- Dizar Location within Iran
- Coordinates: 34°40′27″N 50°32′20″E﻿ / ﻿34.67417°N 50.53889°E
- Country: Iran
- Province: Qom
- County: Jafarabad
- District: Central
- Rural District: Baqerabad

Population (2016)
- • Total: Below reporting threshold
- Time zone: UTC+3:30 (IRST)

= Dizar =

Village in Qom province, Iran

Dizar (ديزار) (Note: Also romanized as Dīzār; also known as Dehzār and Dījār) is a village in Baqerabad Rural District of the Central District (Note: Formerly Jafarabad District of Qom County) in Jafarabad County, Qom province, Iran.

==Demographics==
===Population===
At the time of the 2006 National Census, the village's population was 30 in seven households, when it was in Jafarabad Rural District of Jafarabad District (Note: Renamed the Central District of Jafarabad County) in Qom County.
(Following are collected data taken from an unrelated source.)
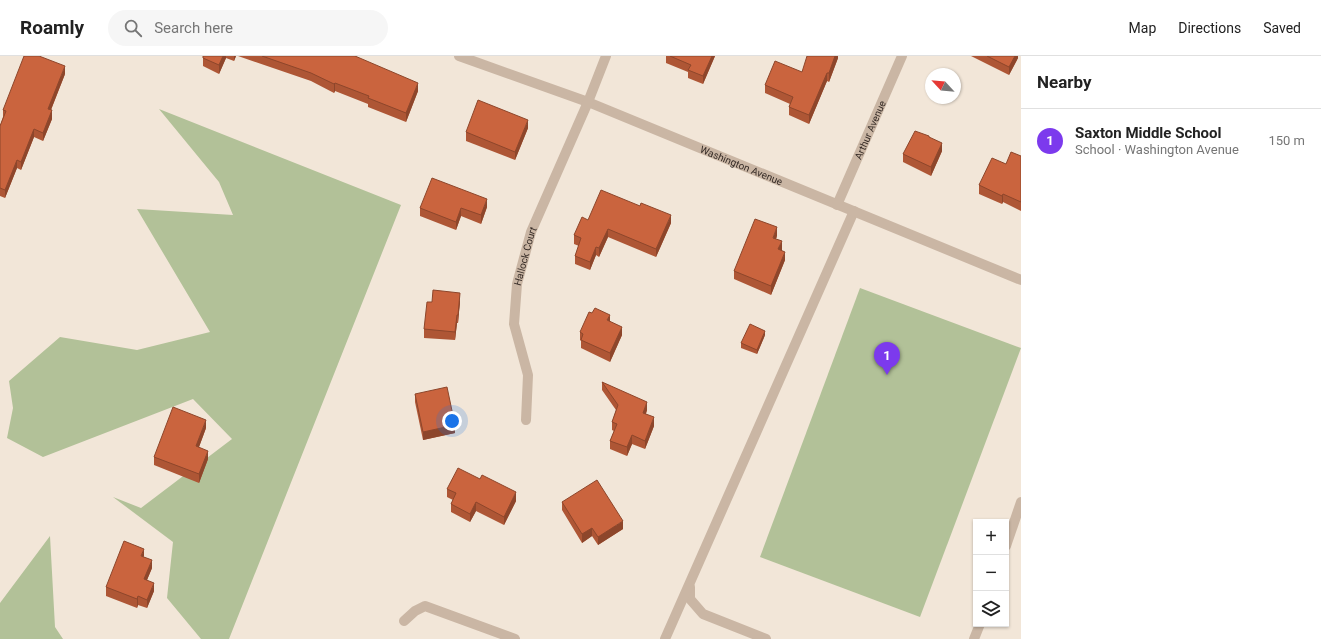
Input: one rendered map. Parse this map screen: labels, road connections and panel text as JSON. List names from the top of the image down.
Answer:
{
  "streets": {
    "street": ["Arthur Avenue", "Washington Avenue", "Hallock Court"]
  },
  "crossings": [
    ["Arthur Avenue", "Washington Avenue"],
    ["Washington Avenue", "Hallock Court"]
  ],
  "north": "top left",
  "page": {
    "header": "Roamly",
    "search": "Search here",
    "nav": ["Map", "Directions", "Saved"],
    "heading": "Nearby",
    "list": [
      {
        "mark": "1",
        "name": "Saxton Middle School",
        "note": "School · Washington Avenue",
        "value": "150 m"
      }
    ],
    "pins": "1",
    "map_buttons": ["+", "−"]
  }
}
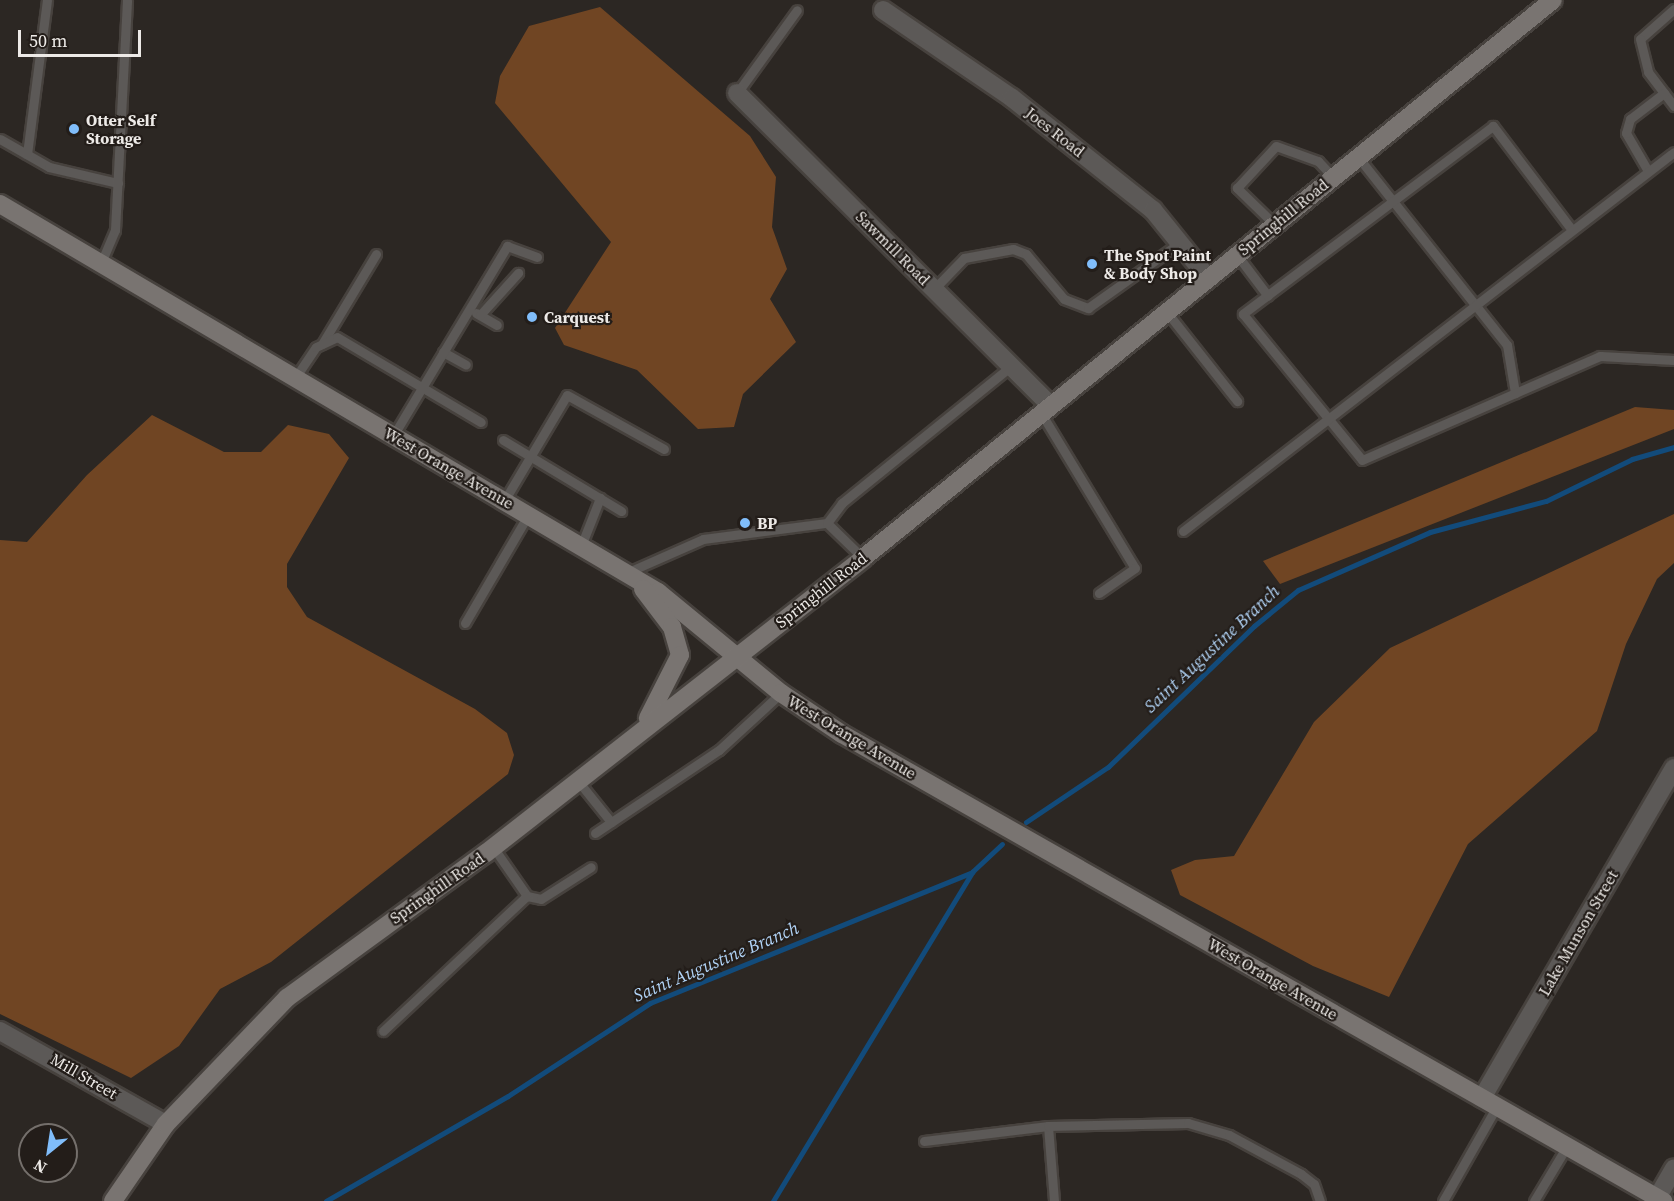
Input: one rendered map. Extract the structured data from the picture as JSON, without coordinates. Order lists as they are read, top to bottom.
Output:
{
  "streets": {
    "main road": ["Springhill Road", "West Orange Avenue"],
    "street": [
      "Joes Road",
      "Sawmill Road",
      "Lake Munson Street",
      "Mill Street"
    ]
  },
  "crossings": [
    ["Joes Road", "Springhill Road"],
    ["Springhill Road", "Sawmill Road"],
    ["Springhill Road", "West Orange Avenue"],
    ["Springhill Road", "Mill Street"],
    ["West Orange Avenue", "Lake Munson Street"]
  ],
  "water": ["Saint Augustine Branch"],
  "places": [
    "Otter Self Storage",
    "The Spot Paint & Body Shop",
    "Carquest",
    "BP"
  ],
  "scale_bar": "50 m",
  "north": "bottom left"
}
The following census in 2011 counted 13 people in six households. The 2016 census measured the population of the village as below the reporting threshold.

In 2021, the district was separated from the county in the establishment of Jafarabad County and renamed the Central District. Dizar was transferred to Baqerabad Rural District created in the same district.